THE RECORDS:
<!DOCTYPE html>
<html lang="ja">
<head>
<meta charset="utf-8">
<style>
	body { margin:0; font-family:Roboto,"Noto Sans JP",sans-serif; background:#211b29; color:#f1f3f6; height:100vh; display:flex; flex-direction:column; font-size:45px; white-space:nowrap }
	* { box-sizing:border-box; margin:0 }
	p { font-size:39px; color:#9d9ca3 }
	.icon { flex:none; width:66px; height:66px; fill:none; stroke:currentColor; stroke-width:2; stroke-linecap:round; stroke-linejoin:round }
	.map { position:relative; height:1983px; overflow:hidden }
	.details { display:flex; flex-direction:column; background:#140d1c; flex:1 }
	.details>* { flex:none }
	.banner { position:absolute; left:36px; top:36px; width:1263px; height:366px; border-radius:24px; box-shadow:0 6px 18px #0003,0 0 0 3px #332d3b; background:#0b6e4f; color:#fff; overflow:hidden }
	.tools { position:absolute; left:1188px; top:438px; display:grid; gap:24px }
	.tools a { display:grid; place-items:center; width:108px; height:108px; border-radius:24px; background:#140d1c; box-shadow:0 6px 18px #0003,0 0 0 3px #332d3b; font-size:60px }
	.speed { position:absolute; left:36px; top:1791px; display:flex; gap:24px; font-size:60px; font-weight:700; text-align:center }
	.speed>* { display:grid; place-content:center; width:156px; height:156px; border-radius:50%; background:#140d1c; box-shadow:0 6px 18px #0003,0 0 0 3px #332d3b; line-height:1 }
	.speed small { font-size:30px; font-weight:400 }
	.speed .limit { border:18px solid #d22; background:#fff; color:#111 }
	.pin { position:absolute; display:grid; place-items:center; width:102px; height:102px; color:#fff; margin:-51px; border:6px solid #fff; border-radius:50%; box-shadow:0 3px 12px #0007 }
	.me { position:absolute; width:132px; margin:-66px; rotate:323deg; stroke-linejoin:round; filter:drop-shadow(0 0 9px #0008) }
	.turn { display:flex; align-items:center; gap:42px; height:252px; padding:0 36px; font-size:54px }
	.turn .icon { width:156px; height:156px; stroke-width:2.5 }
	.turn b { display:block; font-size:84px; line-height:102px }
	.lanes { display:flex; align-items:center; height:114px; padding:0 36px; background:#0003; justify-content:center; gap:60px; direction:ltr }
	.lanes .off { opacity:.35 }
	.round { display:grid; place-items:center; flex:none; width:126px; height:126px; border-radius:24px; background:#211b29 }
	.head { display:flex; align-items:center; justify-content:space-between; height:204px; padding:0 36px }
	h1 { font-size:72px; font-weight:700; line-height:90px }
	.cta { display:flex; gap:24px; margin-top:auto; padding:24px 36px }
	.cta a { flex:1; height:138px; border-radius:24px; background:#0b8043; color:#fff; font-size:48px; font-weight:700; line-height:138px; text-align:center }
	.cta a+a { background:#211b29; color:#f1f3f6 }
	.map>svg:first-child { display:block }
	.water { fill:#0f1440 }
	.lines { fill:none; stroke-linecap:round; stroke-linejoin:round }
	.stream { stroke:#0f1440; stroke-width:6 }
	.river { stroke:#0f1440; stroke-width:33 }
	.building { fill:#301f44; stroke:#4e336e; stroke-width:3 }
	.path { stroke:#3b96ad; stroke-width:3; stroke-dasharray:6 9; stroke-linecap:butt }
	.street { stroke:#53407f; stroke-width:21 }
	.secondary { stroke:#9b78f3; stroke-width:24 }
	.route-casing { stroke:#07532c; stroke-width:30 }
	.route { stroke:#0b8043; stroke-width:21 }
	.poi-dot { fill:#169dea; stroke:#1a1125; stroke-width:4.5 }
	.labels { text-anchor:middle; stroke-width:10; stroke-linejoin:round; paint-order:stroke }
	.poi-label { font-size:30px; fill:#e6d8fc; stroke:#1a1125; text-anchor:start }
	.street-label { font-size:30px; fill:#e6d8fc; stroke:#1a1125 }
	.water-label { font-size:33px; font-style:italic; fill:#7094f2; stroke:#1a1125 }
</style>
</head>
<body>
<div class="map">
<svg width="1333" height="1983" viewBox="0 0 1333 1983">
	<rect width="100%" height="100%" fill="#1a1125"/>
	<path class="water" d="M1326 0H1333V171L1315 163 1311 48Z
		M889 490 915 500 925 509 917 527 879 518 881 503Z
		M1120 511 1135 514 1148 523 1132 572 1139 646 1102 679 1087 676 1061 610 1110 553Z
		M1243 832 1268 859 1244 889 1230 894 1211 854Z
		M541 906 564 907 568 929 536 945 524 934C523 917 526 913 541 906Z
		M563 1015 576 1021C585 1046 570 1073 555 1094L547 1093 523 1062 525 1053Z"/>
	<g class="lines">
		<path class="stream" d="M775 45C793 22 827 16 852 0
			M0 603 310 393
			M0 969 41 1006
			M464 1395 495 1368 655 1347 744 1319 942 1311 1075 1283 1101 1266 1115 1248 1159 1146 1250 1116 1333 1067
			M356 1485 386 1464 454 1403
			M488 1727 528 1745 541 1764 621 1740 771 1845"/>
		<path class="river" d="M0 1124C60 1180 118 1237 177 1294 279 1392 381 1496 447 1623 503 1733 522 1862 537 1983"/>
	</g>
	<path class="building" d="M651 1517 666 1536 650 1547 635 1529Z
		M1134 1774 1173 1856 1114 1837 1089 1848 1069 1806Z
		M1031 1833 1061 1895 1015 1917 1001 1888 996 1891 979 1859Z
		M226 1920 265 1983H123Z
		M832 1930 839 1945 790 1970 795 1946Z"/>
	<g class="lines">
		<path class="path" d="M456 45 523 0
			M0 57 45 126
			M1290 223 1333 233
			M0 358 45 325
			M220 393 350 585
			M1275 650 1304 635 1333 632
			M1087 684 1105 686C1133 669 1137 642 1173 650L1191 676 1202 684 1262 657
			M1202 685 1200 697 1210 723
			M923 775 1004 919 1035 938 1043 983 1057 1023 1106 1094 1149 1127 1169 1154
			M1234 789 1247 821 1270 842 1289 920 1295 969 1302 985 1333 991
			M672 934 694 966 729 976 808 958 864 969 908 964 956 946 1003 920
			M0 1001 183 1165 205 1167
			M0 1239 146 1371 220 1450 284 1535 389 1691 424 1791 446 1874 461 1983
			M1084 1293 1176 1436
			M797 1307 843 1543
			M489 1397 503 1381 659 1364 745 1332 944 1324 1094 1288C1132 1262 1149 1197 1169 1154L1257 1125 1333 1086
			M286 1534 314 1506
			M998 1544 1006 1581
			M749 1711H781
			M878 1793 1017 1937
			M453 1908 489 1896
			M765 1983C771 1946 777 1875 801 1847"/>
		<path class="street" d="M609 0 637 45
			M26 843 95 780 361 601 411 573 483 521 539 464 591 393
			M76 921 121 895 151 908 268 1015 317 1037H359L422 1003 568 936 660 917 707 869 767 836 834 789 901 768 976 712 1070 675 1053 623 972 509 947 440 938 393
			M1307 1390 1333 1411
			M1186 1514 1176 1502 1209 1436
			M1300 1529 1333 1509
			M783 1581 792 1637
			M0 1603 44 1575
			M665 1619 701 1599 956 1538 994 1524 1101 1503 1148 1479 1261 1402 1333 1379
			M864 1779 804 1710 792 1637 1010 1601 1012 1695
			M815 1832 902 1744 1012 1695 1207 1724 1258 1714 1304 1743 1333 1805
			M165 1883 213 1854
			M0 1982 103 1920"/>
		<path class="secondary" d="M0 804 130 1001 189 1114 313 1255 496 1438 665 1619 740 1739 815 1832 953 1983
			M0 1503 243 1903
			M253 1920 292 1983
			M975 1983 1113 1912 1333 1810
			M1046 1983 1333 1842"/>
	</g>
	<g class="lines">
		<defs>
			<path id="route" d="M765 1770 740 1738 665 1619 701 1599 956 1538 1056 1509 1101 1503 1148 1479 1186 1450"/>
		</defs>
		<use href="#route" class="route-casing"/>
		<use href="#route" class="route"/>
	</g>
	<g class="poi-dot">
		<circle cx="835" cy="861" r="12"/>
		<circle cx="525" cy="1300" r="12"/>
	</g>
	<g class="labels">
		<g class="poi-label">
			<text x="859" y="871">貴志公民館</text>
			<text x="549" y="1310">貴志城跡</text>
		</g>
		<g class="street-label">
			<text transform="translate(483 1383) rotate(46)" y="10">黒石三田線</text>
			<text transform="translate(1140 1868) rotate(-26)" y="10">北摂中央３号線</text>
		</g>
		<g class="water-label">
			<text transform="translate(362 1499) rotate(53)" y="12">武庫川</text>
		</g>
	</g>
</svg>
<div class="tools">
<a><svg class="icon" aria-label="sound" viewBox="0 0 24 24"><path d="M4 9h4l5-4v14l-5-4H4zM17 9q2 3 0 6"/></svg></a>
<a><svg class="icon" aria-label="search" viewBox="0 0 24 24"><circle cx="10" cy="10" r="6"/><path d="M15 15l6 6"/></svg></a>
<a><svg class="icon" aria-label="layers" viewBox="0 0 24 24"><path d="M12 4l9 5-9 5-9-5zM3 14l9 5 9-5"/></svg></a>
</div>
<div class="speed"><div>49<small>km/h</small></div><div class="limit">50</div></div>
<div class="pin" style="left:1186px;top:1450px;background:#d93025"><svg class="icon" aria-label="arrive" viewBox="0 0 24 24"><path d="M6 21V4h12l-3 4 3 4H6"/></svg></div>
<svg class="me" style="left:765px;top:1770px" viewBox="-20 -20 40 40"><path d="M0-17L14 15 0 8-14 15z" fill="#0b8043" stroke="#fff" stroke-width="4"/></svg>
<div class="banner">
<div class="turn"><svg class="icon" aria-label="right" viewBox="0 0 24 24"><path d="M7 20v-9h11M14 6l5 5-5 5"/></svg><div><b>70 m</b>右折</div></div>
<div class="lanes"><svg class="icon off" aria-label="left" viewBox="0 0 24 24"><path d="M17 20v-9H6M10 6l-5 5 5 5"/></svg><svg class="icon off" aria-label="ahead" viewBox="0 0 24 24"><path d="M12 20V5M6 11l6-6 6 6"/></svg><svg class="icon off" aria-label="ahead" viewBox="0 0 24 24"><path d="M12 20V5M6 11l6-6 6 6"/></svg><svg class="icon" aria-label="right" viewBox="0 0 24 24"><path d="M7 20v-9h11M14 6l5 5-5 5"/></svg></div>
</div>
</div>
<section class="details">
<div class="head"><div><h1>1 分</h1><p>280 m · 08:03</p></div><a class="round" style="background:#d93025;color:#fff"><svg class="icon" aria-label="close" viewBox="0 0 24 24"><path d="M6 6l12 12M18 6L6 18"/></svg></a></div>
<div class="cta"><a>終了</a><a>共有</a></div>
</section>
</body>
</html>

THE TASK:
Only the lines from the beginning of the data above through the line containing "display:block; font-size:84px; line-height:102px" should be repeated, exactly as they appear.

SOLUTION TO THIS EXERCISE:
<!DOCTYPE html>
<html lang="ja">
<head>
<meta charset="utf-8">
<style>
	body { margin:0; font-family:Roboto,"Noto Sans JP",sans-serif; background:#211b29; color:#f1f3f6; height:100vh; display:flex; flex-direction:column; font-size:45px; white-space:nowrap }
	* { box-sizing:border-box; margin:0 }
	p { font-size:39px; color:#9d9ca3 }
	.icon { flex:none; width:66px; height:66px; fill:none; stroke:currentColor; stroke-width:2; stroke-linecap:round; stroke-linejoin:round }
	.map { position:relative; height:1983px; overflow:hidden }
	.details { display:flex; flex-direction:column; background:#140d1c; flex:1 }
	.details>* { flex:none }
	.banner { position:absolute; left:36px; top:36px; width:1263px; height:366px; border-radius:24px; box-shadow:0 6px 18px #0003,0 0 0 3px #332d3b; background:#0b6e4f; color:#fff; overflow:hidden }
	.tools { position:absolute; left:1188px; top:438px; display:grid; gap:24px }
	.tools a { display:grid; place-items:center; width:108px; height:108px; border-radius:24px; background:#140d1c; box-shadow:0 6px 18px #0003,0 0 0 3px #332d3b; font-size:60px }
	.speed { position:absolute; left:36px; top:1791px; display:flex; gap:24px; font-size:60px; font-weight:700; text-align:center }
	.speed>* { display:grid; place-content:center; width:156px; height:156px; border-radius:50%; background:#140d1c; box-shadow:0 6px 18px #0003,0 0 0 3px #332d3b; line-height:1 }
	.speed small { font-size:30px; font-weight:400 }
	.speed .limit { border:18px solid #d22; background:#fff; color:#111 }
	.pin { position:absolute; display:grid; place-items:center; width:102px; height:102px; color:#fff; margin:-51px; border:6px solid #fff; border-radius:50%; box-shadow:0 3px 12px #0007 }
	.me { position:absolute; width:132px; margin:-66px; rotate:323deg; stroke-linejoin:round; filter:drop-shadow(0 0 9px #0008) }
	.turn { display:flex; align-items:center; gap:42px; height:252px; padding:0 36px; font-size:54px }
	.turn .icon { width:156px; height:156px; stroke-width:2.5 }
	.turn b { display:block; font-size:84px; line-height:102px }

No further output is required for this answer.